ON THIS DATE in 1942, eighteen-year-old Zhao Xiaobao, her fisherman husband, and countless other Chinese citizens risked everything to feed and shelter 62 members of a U.S. bombing force that landed in China following a raid on Japan during World War II. “I think it’s fair to say we owe our lives to them,” former Lieutenant Griffith Williams, who was aided by Zhao and her husband, told Knight Ridder/Tribune in 1992.
Just four months after the bombing of Pearl Harbor, Lieutenant Colonel Jimmy Doolittle led 16 U.S. planes on a 1942 raid that struck five targets in Japan, including one in Tokyo. A lack of fuel forced most of the flyers (one plane flew to Russia) to bail out or crash land in China after the raid, with Williams’ plane splashing into the sea near Zhejiang Province. After reaching shore, four of the plane’s crewmembers received food and shelter from Zhao, who dried their clothes and fed them eggs and dried shrimp, and her husband, Ma Liangshui.
The next day the Chinese disguised the flyers as fishermen and snuck them through a Japanese blockade. Sixty-two of the 75 Doolittle Raiders who landed in China would make it out safely, but many who helped them would die. The Japanese, who controlled Mainland China, slaughtered an estimated 20,000 Chinese for aiding U.S. flyers.
Zhao told Knight-Ridder/Tribune that she was aware of possible retaliation from the Japanese for helping the Americans but “all that was on my mind is we wanted to save them.”
ON THIS DATE in 2006, eighteen-year-old Sidney Crosby became the youngest player to score 100 points in an NHL season. “One hundred points?” teammate Colby Armstrong said. “At eighteen? This kid’s doing something most people can’t imagine or dream of.”
Crosby’s three assists in a 6-1 win over the New York Islanders made him the NHL’s second eighteen-year-old to reach the 100-point mark — Hall of Fame forward Dale Hawerchuk of the Winnipeg Jets scored 103 points during the 1981-82 season. At eighteen years and eight months, Sidney was three months younger than Hawerchuk.

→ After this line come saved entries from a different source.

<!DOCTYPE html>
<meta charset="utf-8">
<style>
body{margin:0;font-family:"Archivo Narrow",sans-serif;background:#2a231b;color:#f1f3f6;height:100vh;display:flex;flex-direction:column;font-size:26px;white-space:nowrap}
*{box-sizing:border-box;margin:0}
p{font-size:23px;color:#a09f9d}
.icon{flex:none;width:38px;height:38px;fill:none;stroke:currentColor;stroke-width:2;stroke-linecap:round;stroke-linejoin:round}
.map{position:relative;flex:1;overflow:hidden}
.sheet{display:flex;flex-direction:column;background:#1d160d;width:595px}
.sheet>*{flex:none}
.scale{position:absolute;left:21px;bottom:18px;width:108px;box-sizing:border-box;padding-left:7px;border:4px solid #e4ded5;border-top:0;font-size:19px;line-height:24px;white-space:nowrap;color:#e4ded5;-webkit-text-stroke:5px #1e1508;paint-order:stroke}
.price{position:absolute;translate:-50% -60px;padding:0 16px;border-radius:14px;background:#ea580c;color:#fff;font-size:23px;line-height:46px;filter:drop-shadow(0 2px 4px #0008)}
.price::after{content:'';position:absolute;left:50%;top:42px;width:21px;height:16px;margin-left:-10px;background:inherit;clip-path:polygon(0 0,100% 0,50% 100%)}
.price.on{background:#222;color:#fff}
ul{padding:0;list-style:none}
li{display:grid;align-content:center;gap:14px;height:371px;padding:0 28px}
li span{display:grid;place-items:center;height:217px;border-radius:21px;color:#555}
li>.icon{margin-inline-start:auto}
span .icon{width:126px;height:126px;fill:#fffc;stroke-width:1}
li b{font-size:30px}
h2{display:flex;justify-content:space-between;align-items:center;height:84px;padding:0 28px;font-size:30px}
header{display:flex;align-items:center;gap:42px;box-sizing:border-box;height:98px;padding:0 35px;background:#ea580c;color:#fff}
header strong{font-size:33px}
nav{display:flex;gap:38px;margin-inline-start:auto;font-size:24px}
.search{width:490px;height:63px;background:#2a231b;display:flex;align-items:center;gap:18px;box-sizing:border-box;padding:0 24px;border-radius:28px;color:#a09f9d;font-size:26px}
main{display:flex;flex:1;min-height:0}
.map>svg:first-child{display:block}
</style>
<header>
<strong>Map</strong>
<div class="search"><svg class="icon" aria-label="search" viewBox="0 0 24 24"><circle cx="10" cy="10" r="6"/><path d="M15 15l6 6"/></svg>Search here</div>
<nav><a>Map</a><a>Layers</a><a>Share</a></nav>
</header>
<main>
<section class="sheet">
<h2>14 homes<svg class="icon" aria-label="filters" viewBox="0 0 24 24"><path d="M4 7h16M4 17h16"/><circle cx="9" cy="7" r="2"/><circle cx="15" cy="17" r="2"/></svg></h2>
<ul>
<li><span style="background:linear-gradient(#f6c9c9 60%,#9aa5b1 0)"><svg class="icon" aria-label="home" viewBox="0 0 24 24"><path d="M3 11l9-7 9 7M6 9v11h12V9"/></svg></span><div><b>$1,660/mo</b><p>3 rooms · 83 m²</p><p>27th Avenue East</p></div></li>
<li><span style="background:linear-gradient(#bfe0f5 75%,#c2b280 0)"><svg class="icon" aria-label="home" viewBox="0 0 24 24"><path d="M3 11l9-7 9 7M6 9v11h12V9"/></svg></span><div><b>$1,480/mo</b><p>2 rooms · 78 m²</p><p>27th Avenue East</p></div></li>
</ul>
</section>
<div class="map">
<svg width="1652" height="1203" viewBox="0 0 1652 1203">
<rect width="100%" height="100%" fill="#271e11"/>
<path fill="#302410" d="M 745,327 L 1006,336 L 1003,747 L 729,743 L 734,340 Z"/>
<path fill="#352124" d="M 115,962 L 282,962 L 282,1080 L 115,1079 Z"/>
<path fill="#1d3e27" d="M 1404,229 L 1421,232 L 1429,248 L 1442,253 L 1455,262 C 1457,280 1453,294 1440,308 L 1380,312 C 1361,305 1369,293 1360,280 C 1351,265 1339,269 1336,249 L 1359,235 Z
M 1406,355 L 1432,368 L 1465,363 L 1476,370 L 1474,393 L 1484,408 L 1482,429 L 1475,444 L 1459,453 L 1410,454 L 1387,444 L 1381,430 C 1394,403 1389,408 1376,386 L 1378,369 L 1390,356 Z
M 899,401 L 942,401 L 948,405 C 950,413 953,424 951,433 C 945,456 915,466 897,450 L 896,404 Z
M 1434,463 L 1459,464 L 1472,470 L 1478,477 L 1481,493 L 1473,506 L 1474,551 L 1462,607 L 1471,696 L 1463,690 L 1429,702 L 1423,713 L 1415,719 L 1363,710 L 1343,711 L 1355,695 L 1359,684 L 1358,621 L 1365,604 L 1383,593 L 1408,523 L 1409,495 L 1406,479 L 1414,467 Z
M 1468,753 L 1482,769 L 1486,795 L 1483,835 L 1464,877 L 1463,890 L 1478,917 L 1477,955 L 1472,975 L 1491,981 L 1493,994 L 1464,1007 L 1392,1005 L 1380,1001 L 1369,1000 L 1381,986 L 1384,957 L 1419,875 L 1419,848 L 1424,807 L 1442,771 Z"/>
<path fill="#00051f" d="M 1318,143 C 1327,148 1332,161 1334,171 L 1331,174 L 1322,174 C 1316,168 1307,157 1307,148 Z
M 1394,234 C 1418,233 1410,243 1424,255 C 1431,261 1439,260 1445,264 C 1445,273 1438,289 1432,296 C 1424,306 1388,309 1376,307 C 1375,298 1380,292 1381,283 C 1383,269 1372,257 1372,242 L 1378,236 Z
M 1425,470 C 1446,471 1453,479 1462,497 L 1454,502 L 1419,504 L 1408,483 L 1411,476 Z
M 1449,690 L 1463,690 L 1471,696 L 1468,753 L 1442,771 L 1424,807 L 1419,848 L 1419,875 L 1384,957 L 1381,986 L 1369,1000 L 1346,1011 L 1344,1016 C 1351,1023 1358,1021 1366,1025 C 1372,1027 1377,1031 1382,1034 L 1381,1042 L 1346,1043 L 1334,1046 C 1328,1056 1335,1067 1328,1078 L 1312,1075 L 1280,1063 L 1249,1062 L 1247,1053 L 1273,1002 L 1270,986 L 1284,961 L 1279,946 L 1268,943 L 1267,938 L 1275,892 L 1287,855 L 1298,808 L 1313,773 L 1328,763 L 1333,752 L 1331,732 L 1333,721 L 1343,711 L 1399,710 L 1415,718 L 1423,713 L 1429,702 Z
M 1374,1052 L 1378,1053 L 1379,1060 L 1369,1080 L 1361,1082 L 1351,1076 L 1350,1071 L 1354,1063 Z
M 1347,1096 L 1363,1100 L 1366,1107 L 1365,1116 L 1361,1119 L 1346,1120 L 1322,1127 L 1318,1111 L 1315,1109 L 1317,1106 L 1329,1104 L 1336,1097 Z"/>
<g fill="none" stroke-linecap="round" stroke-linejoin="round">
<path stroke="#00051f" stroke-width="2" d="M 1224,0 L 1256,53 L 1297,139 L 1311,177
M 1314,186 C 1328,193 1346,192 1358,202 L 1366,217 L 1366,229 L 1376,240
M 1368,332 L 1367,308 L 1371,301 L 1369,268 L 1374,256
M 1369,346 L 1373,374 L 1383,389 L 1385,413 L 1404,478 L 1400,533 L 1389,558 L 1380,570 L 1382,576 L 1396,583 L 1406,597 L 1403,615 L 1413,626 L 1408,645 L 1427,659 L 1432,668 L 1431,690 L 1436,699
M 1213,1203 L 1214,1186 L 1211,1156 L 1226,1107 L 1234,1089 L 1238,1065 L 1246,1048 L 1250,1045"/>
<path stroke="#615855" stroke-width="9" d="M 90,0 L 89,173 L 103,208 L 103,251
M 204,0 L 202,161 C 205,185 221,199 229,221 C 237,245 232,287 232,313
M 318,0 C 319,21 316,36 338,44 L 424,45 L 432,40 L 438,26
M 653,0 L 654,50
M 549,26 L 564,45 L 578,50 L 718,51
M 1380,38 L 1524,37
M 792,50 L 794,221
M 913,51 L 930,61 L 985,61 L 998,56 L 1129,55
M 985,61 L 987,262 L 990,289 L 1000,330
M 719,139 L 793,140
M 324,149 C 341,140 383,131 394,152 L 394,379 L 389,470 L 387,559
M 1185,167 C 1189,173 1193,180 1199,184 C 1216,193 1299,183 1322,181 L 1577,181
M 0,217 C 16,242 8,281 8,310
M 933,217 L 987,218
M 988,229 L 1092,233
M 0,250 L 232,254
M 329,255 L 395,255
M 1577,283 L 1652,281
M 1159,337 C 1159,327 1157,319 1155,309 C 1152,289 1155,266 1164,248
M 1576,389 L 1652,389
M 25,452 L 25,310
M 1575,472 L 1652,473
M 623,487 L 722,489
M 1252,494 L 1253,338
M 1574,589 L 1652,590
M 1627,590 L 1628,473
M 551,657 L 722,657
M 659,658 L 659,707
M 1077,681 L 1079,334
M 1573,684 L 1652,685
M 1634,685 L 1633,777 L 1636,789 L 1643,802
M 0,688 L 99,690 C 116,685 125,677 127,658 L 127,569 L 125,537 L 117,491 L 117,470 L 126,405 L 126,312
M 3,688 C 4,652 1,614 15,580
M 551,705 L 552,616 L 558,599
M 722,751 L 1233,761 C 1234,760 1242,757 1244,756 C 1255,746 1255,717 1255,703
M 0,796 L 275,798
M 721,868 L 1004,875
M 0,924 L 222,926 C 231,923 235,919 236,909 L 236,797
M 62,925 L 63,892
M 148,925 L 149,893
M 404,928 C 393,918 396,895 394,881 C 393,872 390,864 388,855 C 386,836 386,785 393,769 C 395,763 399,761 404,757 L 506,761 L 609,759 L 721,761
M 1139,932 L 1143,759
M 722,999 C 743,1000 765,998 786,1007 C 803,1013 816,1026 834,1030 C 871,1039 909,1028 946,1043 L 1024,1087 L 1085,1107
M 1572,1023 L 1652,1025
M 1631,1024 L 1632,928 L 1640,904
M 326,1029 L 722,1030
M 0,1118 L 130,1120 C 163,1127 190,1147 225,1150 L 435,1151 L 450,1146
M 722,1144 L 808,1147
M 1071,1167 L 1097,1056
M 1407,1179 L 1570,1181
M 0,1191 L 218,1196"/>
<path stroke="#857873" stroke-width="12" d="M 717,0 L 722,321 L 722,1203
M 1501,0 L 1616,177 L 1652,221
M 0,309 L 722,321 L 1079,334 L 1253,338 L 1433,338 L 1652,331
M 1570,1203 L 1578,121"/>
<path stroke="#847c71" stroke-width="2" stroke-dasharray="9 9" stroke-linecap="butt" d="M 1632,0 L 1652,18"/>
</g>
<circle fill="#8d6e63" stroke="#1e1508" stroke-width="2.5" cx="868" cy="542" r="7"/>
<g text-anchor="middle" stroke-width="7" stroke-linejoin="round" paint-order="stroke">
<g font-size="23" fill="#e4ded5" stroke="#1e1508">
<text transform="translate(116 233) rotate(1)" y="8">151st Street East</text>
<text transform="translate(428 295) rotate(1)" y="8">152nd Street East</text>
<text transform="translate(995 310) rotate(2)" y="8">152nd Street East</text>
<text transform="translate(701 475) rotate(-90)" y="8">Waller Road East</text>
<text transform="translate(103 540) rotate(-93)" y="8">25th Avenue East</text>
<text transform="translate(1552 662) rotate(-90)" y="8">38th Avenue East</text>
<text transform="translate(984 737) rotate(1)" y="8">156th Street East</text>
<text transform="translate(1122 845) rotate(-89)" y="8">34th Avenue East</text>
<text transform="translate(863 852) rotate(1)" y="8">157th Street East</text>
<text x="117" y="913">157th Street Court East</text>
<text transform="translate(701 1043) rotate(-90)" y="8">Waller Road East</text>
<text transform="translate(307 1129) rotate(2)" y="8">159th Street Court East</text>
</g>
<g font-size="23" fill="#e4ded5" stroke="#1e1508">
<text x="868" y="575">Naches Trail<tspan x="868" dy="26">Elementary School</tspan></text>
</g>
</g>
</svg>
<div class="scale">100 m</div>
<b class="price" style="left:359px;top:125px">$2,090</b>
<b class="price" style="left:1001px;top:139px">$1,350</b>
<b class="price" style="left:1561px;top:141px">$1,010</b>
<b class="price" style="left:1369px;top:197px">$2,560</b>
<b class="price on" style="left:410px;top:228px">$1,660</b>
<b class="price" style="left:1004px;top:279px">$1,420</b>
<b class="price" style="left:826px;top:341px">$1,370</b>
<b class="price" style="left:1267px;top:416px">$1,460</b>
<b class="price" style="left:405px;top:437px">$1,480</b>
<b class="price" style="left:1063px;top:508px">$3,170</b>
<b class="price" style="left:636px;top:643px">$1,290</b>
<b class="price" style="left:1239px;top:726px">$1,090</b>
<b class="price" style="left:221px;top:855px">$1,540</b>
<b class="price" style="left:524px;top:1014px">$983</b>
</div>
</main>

The next year, the nineteen-year-old Crosby became the second teenager to win the NHL Hart Memorial Trophy, given to the league’s most valuable player. Wayne Gretzky was nineteen when he won the first of his record nine Hart trophies in 1979-80.
ON THIS DATE in 1907, Joseph Bombardier was born. At fifteen in 1922, the young Canadian slapped a Ford Model-T engine on a sleigh with a giant propeller to create what may be the oddest-looking snow machine ever. Wikipedia describes it as a “small surface-skimming contraption with a propeller.”
Bombardier’s (pronounced “bom-bar-dee-ay”) father thought the invention looked deadly and ordered the boy to dismantle it. But that failed to discourage the young inventor. Bombardier opened a garage in 1926 and tinkered with snow machines when he wasn’t repairing cars. In 1942, he incorporated a company that made snow machines that could carry 12 people at a time, and in 1958 he made a prototype of the first modern snowmobile, which went on sale a year later.
ON THIS DATE in 1848, MARY EDMONSON, sixteen (left), and EMILY EDMONSON, thirteen (right), joined 75 others in a daring attempt to escape from slavery. The 77 slaves had gathered aboard a schooner that sailed from Washington, D.C., to New Jersey, but an armed posse commissioned by slaveholders thwarted the escape. Members of a Brooklyn church would raise money to purchase and free the Edmonson sisters.
Above: Kunsang Dekyi holds her four-month-old nephew, one of nine family members she rescued from earthquake rubble.
ON THIS DATE in 2010, sixteen-year-old Kunsang Dekyi rescued nine members of her family after a 7.1 magnitude earthquake shook their home in Northwest China’s Qinghai province. She told People’s Daily Online that she was on her way to school when she “felt the ground shaking” and saw several houses collapse. She raced back home to find her family’s house on a hill buried under rocks. “I wept as I dug away the rubble with all my might,” she said. “ I dug out my mom. Then she helped me dig out my brother and together we found my sister and her son.” It took Kunsang most of the day to retrieve all nine of her family members from the ruins.